Saltzman pointed in particular to China’s “hundreds of satellites” that could help their earthbound military, as well as their vast systems that could be used against American satellites and spacecraft. Beijing and Moscow are collaborating on an international space program to rival the United States’ Artemis program to return to the moon in coming years.

crypto cements itself

Crypto’s big presence in this year’s elections might be just a sign of things to come.

POLITICO’s Jasper Goodman reported for Pro subscribers Wednesday that Coinbase pledged to spend $25 million more on super PACs next year in the lead-up to the 2026 (!) elections, a sign that the industry hopes to establish itself as a long-term Washington player.

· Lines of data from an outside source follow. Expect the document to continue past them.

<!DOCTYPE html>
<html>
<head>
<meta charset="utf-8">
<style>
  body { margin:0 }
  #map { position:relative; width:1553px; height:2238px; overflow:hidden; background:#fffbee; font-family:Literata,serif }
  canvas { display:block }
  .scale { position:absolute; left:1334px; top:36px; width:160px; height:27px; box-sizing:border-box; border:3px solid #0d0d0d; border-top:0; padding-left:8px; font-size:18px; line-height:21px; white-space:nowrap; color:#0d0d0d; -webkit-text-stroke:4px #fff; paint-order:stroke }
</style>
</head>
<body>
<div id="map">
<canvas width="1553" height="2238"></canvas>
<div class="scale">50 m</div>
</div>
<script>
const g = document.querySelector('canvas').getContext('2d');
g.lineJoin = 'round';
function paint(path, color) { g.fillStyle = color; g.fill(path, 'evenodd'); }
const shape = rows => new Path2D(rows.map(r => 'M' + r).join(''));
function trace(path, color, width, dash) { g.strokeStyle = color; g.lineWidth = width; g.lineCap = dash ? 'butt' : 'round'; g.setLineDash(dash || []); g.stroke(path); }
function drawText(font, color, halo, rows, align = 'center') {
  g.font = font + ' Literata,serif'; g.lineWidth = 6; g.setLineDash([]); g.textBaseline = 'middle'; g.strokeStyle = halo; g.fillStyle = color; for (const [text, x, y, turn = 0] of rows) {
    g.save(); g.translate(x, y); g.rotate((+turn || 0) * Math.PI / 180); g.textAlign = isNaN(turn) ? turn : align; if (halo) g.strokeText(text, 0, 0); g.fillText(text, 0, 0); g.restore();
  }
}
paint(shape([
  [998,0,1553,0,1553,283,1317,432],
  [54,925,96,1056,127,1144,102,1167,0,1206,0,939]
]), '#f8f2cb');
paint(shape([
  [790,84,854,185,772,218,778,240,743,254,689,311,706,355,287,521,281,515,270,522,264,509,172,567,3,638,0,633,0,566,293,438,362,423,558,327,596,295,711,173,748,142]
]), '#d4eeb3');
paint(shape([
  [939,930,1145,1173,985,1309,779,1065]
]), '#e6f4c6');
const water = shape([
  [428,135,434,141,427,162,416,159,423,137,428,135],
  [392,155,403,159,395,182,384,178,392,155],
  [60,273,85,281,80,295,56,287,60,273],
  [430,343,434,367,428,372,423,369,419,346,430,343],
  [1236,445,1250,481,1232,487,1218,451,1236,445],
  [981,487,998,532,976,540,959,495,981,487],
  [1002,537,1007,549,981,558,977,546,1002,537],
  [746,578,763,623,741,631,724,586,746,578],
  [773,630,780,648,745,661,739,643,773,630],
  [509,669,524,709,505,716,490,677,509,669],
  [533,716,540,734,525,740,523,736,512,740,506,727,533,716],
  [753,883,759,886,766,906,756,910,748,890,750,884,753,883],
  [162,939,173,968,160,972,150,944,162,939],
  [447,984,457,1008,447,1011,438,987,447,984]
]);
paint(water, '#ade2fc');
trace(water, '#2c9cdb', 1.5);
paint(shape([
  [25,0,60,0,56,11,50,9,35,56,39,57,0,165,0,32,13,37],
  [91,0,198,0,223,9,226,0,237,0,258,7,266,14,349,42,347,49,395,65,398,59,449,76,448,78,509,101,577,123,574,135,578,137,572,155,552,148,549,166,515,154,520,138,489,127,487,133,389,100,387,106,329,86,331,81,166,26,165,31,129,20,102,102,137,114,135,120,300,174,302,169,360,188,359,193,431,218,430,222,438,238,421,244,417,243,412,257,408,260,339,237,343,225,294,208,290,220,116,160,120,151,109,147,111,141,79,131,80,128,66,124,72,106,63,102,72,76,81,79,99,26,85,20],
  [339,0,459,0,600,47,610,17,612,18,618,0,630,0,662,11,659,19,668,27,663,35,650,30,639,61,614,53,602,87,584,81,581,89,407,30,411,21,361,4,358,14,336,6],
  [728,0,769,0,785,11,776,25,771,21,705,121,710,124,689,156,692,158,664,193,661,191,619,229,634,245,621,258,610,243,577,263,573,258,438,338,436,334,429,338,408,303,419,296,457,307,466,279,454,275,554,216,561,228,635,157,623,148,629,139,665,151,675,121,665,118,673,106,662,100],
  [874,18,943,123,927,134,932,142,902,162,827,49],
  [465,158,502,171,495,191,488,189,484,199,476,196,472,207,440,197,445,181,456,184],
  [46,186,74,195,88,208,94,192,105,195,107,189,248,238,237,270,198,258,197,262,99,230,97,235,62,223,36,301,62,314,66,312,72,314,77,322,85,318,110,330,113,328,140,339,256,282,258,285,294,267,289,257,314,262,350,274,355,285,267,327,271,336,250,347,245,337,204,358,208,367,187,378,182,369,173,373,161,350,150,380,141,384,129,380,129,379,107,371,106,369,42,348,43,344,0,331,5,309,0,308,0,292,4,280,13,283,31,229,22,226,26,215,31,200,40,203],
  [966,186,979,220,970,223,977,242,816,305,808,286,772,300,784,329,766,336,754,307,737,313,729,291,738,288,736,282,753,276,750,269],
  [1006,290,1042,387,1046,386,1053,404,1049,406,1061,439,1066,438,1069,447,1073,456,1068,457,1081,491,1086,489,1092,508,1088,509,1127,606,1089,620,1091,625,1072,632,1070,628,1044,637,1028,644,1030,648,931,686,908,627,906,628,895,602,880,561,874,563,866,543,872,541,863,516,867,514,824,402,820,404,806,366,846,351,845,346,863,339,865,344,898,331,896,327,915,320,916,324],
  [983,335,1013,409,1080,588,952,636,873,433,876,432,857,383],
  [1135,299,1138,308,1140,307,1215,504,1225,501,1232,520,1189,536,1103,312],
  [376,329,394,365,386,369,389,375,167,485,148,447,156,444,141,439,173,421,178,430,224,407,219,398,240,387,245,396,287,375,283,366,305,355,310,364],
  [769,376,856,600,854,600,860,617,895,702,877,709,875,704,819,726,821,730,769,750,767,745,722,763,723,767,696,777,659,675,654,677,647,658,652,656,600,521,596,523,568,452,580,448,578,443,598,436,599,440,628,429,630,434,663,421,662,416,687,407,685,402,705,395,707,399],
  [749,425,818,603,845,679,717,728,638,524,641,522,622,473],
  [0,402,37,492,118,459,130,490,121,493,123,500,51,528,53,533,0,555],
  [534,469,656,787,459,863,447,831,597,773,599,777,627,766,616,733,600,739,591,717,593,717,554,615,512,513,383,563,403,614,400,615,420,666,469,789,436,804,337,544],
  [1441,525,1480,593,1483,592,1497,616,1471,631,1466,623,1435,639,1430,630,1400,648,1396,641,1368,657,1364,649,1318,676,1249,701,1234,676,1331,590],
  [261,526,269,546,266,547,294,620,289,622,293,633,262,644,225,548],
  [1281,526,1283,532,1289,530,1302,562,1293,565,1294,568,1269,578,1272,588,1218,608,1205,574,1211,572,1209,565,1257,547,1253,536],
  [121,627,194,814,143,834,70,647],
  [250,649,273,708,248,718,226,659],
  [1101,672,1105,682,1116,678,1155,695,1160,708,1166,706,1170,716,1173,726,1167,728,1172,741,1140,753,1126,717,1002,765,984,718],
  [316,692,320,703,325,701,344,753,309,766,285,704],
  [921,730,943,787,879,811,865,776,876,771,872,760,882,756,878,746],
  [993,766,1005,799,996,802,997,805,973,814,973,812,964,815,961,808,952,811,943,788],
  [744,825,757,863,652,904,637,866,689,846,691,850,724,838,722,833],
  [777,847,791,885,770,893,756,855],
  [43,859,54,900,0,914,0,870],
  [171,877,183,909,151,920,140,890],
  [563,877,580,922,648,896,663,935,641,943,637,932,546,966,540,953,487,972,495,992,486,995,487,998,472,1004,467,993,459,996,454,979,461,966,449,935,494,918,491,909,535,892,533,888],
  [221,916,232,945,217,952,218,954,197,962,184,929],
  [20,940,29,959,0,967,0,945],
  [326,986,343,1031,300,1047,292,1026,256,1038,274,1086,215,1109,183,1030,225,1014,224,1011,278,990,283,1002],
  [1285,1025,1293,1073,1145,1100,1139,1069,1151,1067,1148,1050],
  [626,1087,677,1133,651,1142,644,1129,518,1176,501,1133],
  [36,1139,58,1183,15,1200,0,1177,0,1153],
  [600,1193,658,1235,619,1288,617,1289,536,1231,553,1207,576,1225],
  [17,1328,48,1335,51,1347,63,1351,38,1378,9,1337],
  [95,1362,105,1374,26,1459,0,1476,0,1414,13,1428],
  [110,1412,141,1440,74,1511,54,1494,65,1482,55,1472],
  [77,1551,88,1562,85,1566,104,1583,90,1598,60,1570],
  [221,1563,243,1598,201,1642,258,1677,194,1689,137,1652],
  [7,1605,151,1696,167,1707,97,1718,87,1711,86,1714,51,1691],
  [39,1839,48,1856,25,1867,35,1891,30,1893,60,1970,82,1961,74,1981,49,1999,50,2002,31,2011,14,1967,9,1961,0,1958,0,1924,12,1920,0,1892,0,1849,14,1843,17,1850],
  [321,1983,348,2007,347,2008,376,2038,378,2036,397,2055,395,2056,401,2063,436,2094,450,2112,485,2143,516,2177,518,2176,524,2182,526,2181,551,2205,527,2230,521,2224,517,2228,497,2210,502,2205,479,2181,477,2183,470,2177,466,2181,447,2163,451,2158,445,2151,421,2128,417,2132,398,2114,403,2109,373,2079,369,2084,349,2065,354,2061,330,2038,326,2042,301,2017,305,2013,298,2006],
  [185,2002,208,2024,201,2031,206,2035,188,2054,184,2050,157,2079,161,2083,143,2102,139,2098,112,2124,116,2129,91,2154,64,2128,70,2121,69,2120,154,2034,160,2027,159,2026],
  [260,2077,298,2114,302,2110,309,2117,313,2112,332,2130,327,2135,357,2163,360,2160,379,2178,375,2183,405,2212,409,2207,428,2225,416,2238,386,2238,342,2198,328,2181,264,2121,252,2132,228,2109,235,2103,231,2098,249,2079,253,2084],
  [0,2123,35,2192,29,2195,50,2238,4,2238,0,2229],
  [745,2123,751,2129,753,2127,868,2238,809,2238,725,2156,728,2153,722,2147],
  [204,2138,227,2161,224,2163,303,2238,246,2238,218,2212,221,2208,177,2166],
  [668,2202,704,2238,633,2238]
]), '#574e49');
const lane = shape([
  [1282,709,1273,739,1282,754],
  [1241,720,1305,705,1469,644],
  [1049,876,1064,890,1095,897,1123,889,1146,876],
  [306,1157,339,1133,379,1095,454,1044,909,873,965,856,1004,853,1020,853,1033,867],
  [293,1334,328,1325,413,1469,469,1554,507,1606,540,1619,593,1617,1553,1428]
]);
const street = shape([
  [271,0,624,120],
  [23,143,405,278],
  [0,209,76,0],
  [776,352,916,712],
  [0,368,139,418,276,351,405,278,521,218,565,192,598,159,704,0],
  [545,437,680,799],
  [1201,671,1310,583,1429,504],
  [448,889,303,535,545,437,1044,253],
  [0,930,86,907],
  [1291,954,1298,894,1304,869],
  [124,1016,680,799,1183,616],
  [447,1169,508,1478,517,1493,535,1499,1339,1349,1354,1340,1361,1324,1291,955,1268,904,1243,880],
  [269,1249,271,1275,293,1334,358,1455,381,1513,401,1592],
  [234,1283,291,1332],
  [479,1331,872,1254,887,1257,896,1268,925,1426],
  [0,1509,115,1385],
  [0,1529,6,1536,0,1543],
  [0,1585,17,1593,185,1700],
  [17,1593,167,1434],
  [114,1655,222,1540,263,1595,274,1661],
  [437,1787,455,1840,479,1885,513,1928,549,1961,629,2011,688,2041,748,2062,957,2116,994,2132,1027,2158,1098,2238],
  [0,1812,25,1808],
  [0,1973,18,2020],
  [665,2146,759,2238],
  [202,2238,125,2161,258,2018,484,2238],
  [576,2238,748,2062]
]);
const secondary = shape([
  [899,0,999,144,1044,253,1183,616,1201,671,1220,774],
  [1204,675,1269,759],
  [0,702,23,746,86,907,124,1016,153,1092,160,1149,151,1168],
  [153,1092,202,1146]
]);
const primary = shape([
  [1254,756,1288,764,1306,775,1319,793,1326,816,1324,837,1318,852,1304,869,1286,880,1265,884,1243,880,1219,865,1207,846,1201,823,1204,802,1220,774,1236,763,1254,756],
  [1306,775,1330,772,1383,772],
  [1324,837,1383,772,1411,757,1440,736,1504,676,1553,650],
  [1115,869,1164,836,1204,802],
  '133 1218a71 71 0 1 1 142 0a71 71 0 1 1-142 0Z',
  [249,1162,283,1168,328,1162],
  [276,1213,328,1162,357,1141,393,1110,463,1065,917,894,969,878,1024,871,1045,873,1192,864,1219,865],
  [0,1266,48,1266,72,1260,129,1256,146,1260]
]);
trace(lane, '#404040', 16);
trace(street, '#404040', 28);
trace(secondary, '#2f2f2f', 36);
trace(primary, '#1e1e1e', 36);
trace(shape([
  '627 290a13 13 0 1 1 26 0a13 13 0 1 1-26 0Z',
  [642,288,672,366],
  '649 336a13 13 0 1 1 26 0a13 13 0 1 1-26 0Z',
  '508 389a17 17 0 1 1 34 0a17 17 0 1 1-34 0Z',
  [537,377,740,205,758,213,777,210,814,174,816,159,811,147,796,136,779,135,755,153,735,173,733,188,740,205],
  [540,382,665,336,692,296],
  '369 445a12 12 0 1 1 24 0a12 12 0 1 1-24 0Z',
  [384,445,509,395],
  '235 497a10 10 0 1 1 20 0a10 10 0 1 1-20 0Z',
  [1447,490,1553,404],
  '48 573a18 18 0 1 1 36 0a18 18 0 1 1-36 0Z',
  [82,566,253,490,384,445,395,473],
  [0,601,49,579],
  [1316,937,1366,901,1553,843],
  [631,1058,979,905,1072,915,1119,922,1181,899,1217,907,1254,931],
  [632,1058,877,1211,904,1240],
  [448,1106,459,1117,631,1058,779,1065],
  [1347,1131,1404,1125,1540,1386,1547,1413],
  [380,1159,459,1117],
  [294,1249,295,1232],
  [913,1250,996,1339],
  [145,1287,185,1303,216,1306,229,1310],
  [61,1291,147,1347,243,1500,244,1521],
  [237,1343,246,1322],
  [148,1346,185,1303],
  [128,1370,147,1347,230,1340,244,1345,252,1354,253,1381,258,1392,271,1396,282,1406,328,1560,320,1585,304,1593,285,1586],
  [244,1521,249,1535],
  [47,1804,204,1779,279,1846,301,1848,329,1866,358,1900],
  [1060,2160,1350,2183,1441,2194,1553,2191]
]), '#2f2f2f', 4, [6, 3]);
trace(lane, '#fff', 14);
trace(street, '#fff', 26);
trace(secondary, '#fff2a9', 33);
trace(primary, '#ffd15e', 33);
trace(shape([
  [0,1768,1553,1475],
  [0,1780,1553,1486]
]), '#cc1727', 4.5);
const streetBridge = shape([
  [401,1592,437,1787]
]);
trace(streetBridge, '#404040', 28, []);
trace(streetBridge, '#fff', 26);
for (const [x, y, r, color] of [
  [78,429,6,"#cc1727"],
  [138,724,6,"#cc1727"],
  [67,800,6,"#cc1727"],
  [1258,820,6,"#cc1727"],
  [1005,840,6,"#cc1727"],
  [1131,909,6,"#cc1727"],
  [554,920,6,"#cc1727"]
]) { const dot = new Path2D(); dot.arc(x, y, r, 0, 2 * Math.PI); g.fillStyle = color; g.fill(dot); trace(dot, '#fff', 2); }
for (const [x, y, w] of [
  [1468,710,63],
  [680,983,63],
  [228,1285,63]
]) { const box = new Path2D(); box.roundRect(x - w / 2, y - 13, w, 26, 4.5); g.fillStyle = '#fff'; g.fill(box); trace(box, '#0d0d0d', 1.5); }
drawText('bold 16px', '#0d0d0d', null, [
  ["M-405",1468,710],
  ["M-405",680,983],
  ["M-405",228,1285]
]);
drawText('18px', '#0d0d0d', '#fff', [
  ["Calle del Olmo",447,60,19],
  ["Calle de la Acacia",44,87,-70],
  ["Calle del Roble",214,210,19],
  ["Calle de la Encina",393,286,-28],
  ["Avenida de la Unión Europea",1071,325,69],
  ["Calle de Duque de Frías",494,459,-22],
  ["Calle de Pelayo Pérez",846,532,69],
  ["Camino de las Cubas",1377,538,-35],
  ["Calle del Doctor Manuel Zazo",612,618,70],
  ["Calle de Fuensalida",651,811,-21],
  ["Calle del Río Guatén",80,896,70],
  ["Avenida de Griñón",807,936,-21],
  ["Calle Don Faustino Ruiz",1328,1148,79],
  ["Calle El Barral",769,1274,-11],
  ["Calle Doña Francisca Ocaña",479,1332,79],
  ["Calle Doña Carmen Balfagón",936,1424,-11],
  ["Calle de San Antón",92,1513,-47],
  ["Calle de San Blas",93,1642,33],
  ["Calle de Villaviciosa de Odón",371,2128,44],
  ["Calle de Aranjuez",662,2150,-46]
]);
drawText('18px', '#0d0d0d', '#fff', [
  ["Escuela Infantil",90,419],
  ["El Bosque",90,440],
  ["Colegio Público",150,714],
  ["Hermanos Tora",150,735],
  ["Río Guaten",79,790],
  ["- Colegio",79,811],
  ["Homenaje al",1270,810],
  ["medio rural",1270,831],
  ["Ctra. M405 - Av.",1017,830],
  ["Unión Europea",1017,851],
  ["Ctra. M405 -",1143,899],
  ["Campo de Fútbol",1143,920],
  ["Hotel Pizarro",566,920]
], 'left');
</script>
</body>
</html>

“As we look at Election Day, we thought it was important to reiterate that we’re in it for the long haul,” Faryar Shirzad, Coinbase’s chief policy officer, told Jasper.

Kara Calvert, Coinbase’s head of U.S. policy, told Jasper the $25 million is a “down payment on the work that crypto, the work that Coinbase and the work that Fairshake want to do before the midterms.”